You can get a lot of hints from youtube, but they are not your group. Some groups you watch on youtube are also going out of their way to be entertaining, not to enjoy the game.

What ended up happening was a constant and slow beatdown of a sack of hit points and a fair amount of yawning. Here's where I think I need help:

1.) I REALLY want to bring a much stronger RP element to the game while they. . . don't. Ends up with my describing too much and in too much depth. However, a meta game that just involves number crunching is extremely boring to me and I want to have some fun, too.
This is tricky, and you have to find a balance between description of the action and keeping the game moving. I don't describe every hit or the reaction to every blow. I sprinkle it in along with BBEG dialog. I play it by ear since it depends on the group and their mood.

2.) I thought I was prepared but continually forgot to track advantage, fear, use of spells, etc. This led to pretty decent pauses in the flow of combat occasionally.
Things to help me.
  • I have a small whiteboard I can track HP and so on
  • For more complex fights, I will print out a piece of paper for my monsters with notes and places to mark legendary actions and so on. Leave plenty of space for notes. You can also put this in one of those clear plastic paper sleeves and mark on it with your dry erase marker.
  • We use minis so for fear effects and so on I use plastic rings from pop bottles that I put on the mini
  • I print out a list of spells ahead of time. I got carried away and wrote an application for it, but all you really need is how many slots the creature has, spell name and level and maybe a quick note.
  • I use initiative cards so I can include a card for lair events and so on.
  • I also use monster cards. Basically a word document splitting a page into 4 sections (landscape mode) with 1 section for each monster. I type up the info I need, print it and laminate the sheets (you can get self-laminating sheets at staples and so on). Cut them into the four pieces and voila I have monster cards. Add in some blanks for the PCs and I have cards to use for initiative. I rarely have to look at the books and just use my cards for info. If I'm ambitious (and the monster is unique) I print a picture of the monster on the back of the card.

Experiment with different things to find what works for you. The first step is admitting you need to try to do something different. B-)

3.) I allowed the combat to devolve into a bunch of people whacking each other while stationary until someone ran out of hit points.
Have waves of bad guys, traps set up for the good guys, a mix of ranged and melee people. Have the BBEG disengage and run away only to trigger a pressure plate which causes a trap to set or spring (this is dependent on type of BBEG of course).

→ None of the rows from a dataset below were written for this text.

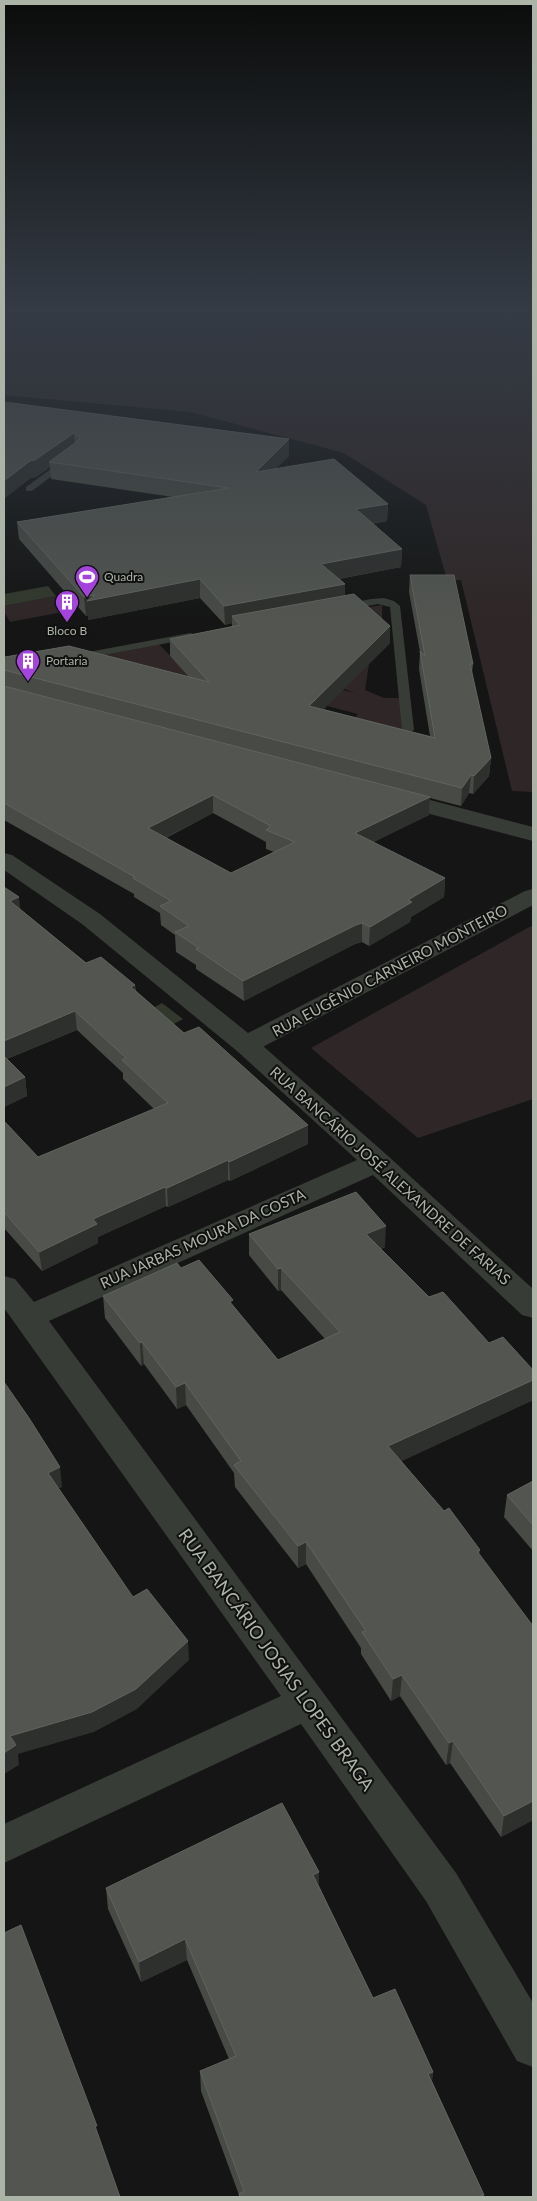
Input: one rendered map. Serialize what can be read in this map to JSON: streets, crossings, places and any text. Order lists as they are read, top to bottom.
{
  "streets": {
    "street": [
      "RUA EUGÊNIO CARNEIRO MONTEIRO",
      "RUA BANCÁRIO JOSÉ ALEXANDRE DE FARIAS",
      "RUA JARBAS MOURA DA COSTA",
      "RUA BANCÁRIO JOSIAS LOPES BRAGA"
    ]
  },
  "crossings": [
    ["RUA EUGÊNIO CARNEIRO MONTEIRO", "RUA BANCÁRIO JOSÉ ALEXANDRE DE FARIAS"],
    ["RUA BANCÁRIO JOSÉ ALEXANDRE DE FARIAS", "RUA JARBAS MOURA DA COSTA"],
    ["RUA JARBAS MOURA DA COSTA", "RUA BANCÁRIO JOSIAS LOPES BRAGA"]
  ],
  "places": {
    "sports": ["Quadra"],
    "building": ["Bloco B", "Portaria"]
  }
}
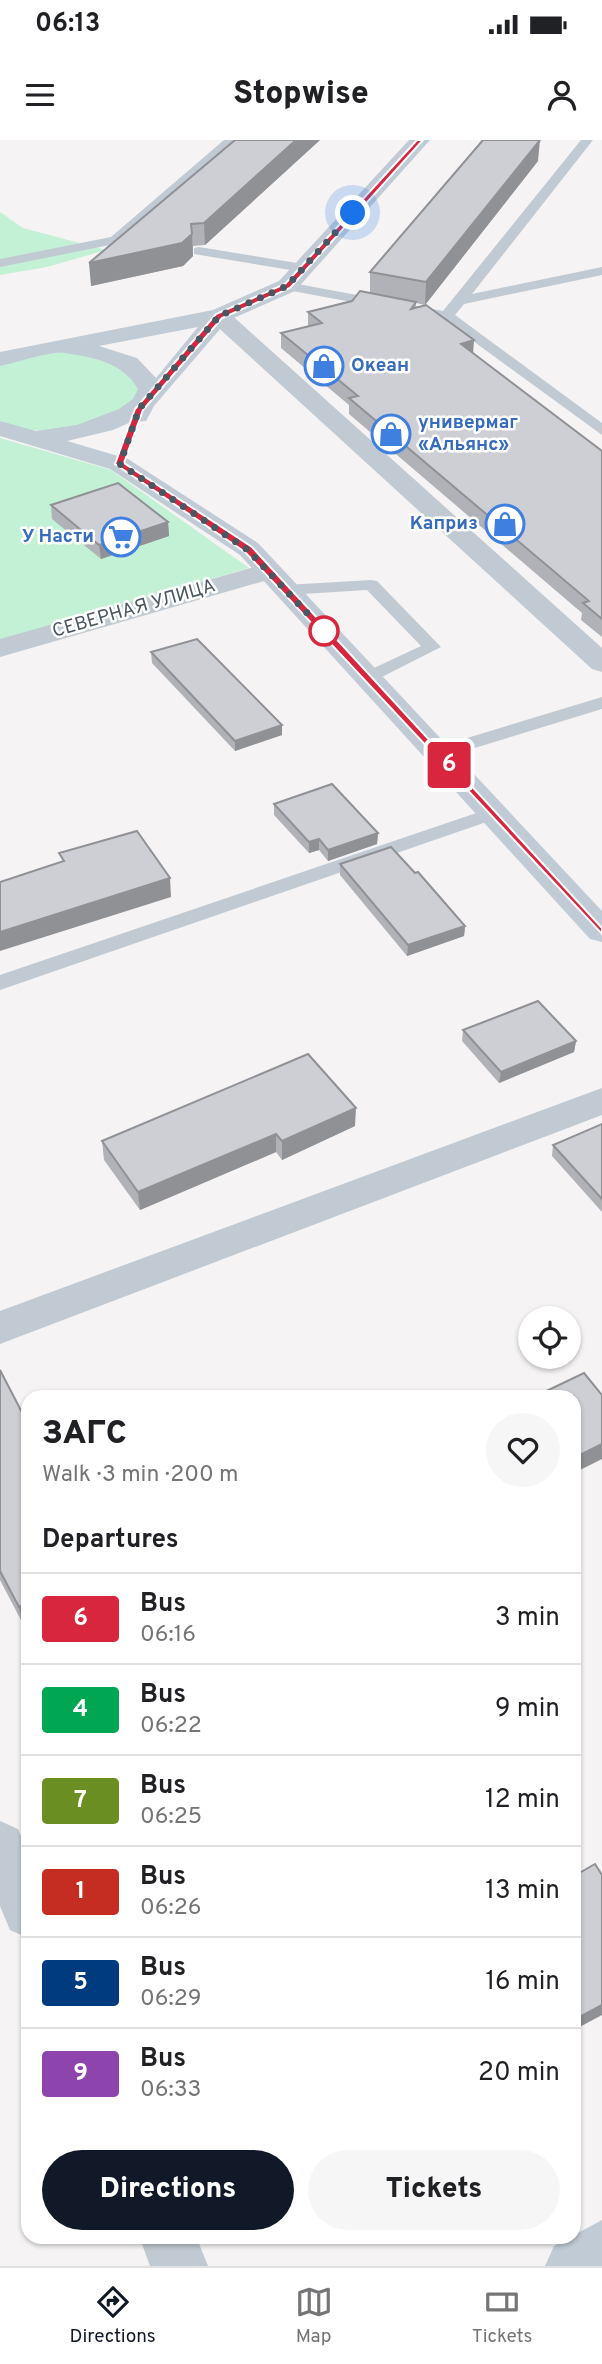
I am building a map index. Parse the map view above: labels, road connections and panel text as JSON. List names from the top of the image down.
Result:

4.) Because of an insane smite crit from the paladin, the BBEG never got off an actual attack. While she had a lot of hit points, she was constantly playing catch up. This led for a really anticlimactic encounter.
Play to the fact that the paladin got in a good hit. The BBEG cries out in anger and so on. Minions rush in screaming "You hurt master!" Reward the paladin for getting in a good hit by reacting to it.
5.) I didn't end on a cliff-hanger so the session ended somewhat antimactically, as well.
If you can end on a cliffhanger, great. If you can't, don't force it.

I realize that I'm writing issues that seem directly solvable but the real issue here is that I think that I'm all ready to address these things prior to play and in prep, etc., and yet they keep somehow happening. Any help here would be wildly appreciated, thank you!
Everybody has a bad day now and then. You can also just flat out ask your group what you could do to improve. They're going to be able to give you far better advice than we are. Just try not to get defensive and ask for honest opinions.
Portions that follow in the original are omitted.